**LISTED ENTRIES**
##########
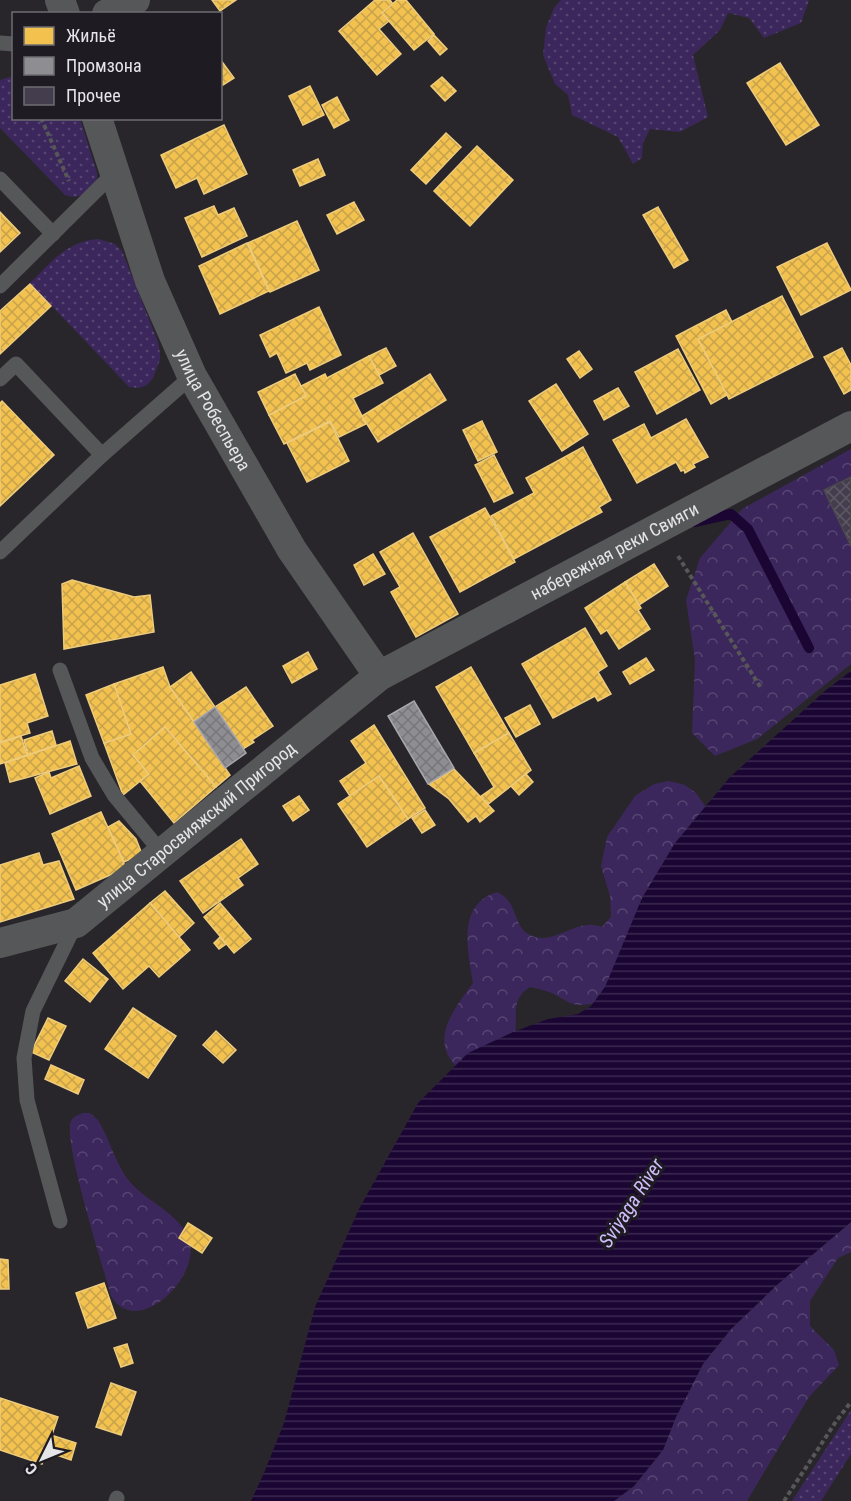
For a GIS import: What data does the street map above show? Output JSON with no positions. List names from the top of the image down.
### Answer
{
  "streets": {
    "street": ["улица Робеспьера", "набережная реки Свияги", "улица Старосвияжский Пригород"]
  },
  "crossings": [
    ["улица Робеспьера", "набережная реки Свияги"],
    ["улица Робеспьера", "улица Старосвияжский Пригород"],
    ["набережная реки Свияги", "улица Старосвияжский Пригород"]
  ],
  "water": ["Sviyaga River"],
  "legend": ["Жильё", "Промзона", "Прочее"],
  "north": "bottom left"
}
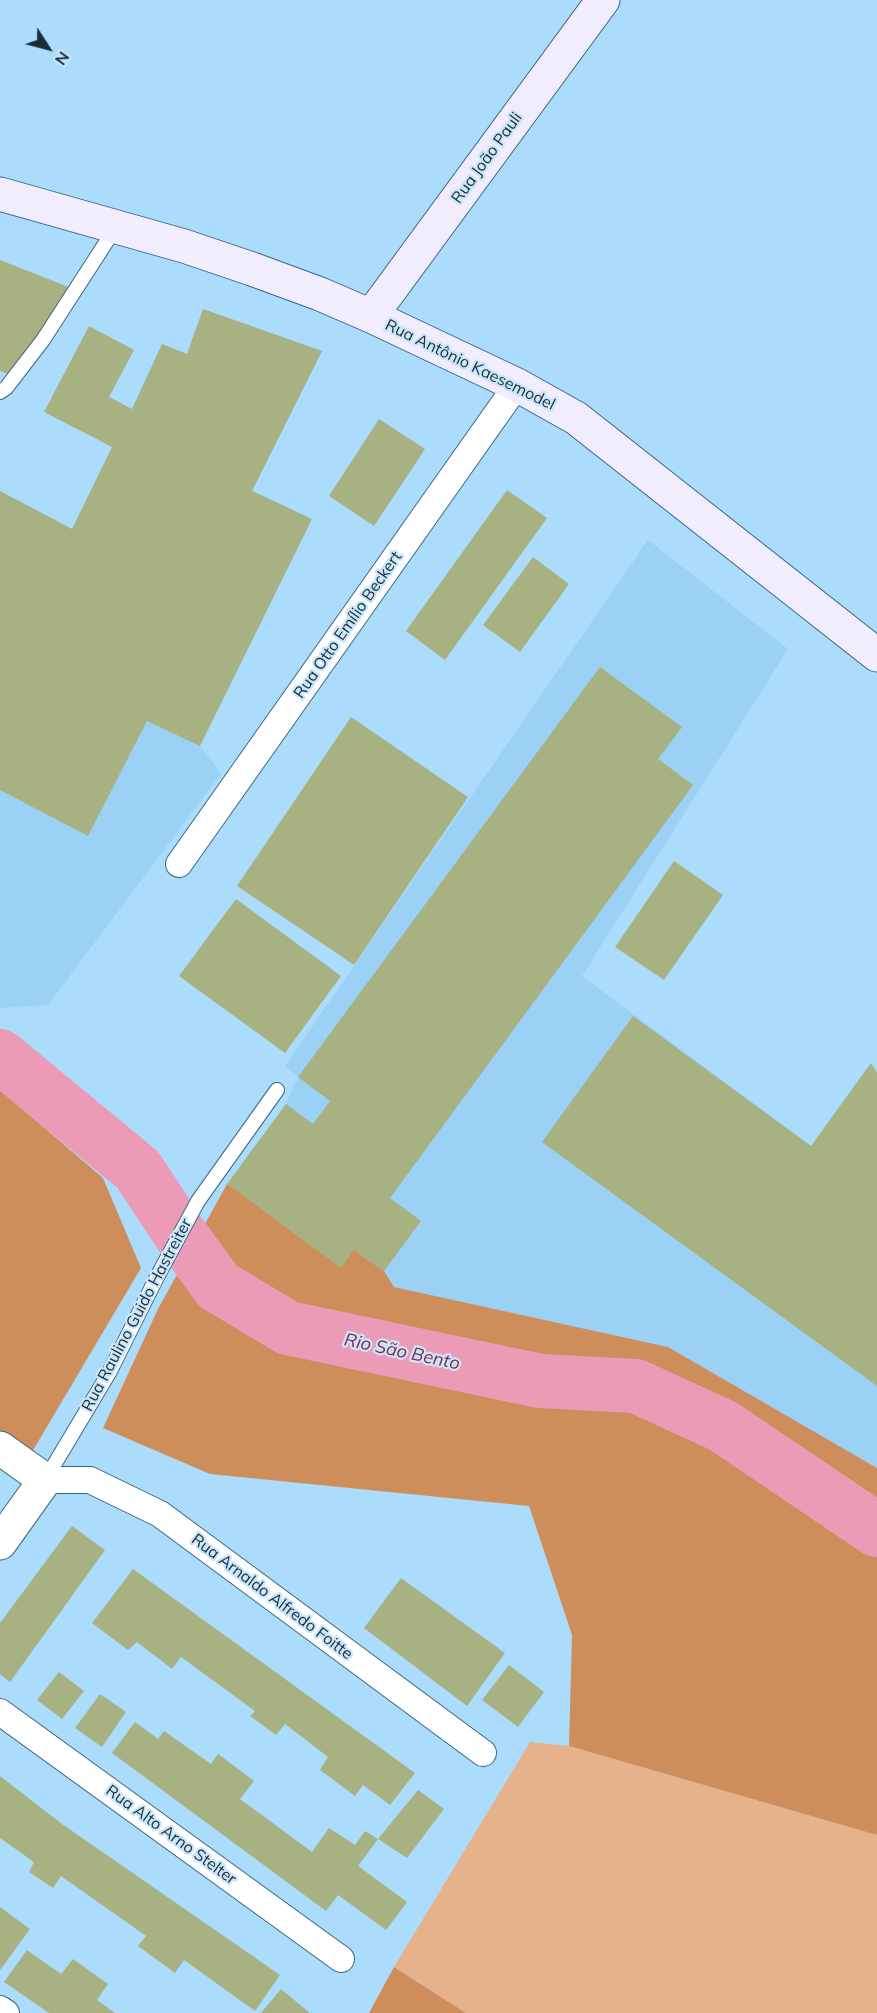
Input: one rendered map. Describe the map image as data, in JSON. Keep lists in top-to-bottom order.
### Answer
{
  "streets": {
    "main road": ["Rua João Pauli", "Rua Antônio Kaesemodel"],
    "street": [
      "Rua Otto Emílio Beckert",
      "Rua Raulino Guido Hastreiter",
      "Rua Arnaldo Alfredo Foitte",
      "Rua Alto Arno Stelter"
    ]
  },
  "crossings": [
    ["Rua João Pauli", "Rua Antônio Kaesemodel"],
    ["Rua Antônio Kaesemodel", "Rua Otto Emílio Beckert"],
    ["Rua Raulino Guido Hastreiter", "Rua Arnaldo Alfredo Foitte"]
  ],
  "water": ["Rio São Bento"],
  "north": "bottom right"
}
##########
**ABOUT THIS TASK**
Give again, word for word, every line from the top of the data through the line with "Input: one rendered", both ends included, and exclude the pictures.

**YOUR SOLUTION**
For a GIS import: What data does the street map above show? Output JSON with no positions. List names from the top of the image down.
### Answer
{
  "streets": {
    "street": ["улица Робеспьера", "набережная реки Свияги", "улица Старосвияжский Пригород"]
  },
  "crossings": [
    ["улица Робеспьера", "набережная реки Свияги"],
    ["улица Робеспьера", "улица Старосвияжский Пригород"],
    ["набережная реки Свияги", "улица Старосвияжский Пригород"]
  ],
  "water": ["Sviyaga River"],
  "legend": ["Жильё", "Промзона", "Прочее"],
  "north": "bottom left"
}
Input: one rendered map. Describe the map image as data, in JSON. Keep lists in top-to-bottom order.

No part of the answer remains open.